Здесь хорошо себя чувствовали не только люди, но и духи — одни наслаждались, тут не было никаких сомнений, другие растворялись в природе.
При отбытии в Кобе я не бросил в море монетку, какую нередко, в надежде на благоприятный исход, приносил в жертву гаваням и источникам. В итоге наряду с обилием больших и красивых картин не было недостатка и в прискорбных впечатлениях. И они быстро накапливались.
Я ожидал этого, поскольку был убежден не только в неизбежности, но даже в необходимости разрушения мифа и номоса, и обнаруживал подтверждение этому убеждению во всех странах мира — но всегда с чувством пустоты, будто в затянувшейся партии, когда уже за полночь опять тасуются карты. То, что мы пережили на Сомме в сконцентрированном виде (в качестве платы за наше entrée[151]), повторяется в долгих периодах развития. Остается чувство, будто разорвалась бомба, и теперь нас всегда сопровождает сознание близкой и встречной опасности.

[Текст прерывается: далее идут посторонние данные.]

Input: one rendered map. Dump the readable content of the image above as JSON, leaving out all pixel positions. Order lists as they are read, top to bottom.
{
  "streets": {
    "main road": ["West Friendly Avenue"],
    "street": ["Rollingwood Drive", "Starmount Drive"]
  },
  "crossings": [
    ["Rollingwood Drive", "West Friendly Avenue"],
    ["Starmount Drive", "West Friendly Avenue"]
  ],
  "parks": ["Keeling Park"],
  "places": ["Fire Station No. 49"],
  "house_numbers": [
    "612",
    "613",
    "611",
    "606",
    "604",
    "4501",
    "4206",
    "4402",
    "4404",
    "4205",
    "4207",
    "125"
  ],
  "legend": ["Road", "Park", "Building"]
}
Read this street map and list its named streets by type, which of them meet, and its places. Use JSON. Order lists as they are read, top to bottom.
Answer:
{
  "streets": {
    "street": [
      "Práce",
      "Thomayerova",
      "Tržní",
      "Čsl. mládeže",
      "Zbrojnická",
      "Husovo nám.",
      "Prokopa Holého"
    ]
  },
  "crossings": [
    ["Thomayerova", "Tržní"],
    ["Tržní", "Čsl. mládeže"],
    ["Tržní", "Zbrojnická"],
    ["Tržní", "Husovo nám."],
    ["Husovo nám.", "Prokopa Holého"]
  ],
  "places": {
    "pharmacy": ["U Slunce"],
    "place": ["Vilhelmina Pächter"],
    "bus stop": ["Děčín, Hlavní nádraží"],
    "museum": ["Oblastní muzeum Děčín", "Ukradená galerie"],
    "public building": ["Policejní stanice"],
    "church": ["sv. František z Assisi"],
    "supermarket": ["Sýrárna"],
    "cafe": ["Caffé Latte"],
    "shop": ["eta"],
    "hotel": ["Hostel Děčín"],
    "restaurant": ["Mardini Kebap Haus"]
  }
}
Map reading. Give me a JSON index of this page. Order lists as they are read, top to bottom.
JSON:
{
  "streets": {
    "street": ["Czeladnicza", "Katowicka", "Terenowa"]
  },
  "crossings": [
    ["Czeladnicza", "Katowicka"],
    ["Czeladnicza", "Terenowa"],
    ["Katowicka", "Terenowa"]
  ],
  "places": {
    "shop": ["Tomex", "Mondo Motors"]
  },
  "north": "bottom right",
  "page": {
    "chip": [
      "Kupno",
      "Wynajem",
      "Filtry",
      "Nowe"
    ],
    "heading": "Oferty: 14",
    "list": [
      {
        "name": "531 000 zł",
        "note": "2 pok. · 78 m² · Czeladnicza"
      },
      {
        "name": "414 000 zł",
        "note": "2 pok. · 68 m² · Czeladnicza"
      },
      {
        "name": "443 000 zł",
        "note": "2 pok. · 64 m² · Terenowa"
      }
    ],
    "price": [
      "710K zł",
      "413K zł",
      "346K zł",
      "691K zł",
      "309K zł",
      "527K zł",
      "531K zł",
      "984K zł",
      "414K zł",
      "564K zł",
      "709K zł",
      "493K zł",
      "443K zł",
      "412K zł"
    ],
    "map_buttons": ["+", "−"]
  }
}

Сегодня Токио считается самым крупным городом на Земле; конечно, понятие города благодаря диффузным скоплениям и слияниям начинает стираться. Урбанизация затягивает округа, побережья, целые местности. К концу столетия, согласно прогнозам городских проектировщиков, вдоль уже сегодня плотно заселенной линии Токкайдо и моря вырастет «Ойкуменополис», охватывающий от восьмидесяти до ста миллионов жителей.
Модернизация, то есть подгонка под western style, является таким делом, которым занимаются с исключительным рвением и наибольшими шансами на успех. Прогресс этого усилия в сравнении с реставрацией Мэйдзи стремится перейти от развития национальной власти к участию в накатывающем потоке революции Земли. То, что я видел и ожидал увидеть, было одной из модификаций, в которых реализует себя гештальт Рабочего. А поскольку здесь всегда превалировала деиндивидуализация, то собранный мной материал не мог быть обильным. Улов оказался посредственным, однако сеть доказала свою силу.
Я спросил себя, смогут ли японские иероглифы устоять в этом водовороте — их структура противоречит принципам, которые преследуются. В гуще движения глаз хочет не столько получать информацию от этих знаков, сколько отдыхать на них, как на цветках. Правда, во всех самых оживленных местах рядом находится латинская транскрипция.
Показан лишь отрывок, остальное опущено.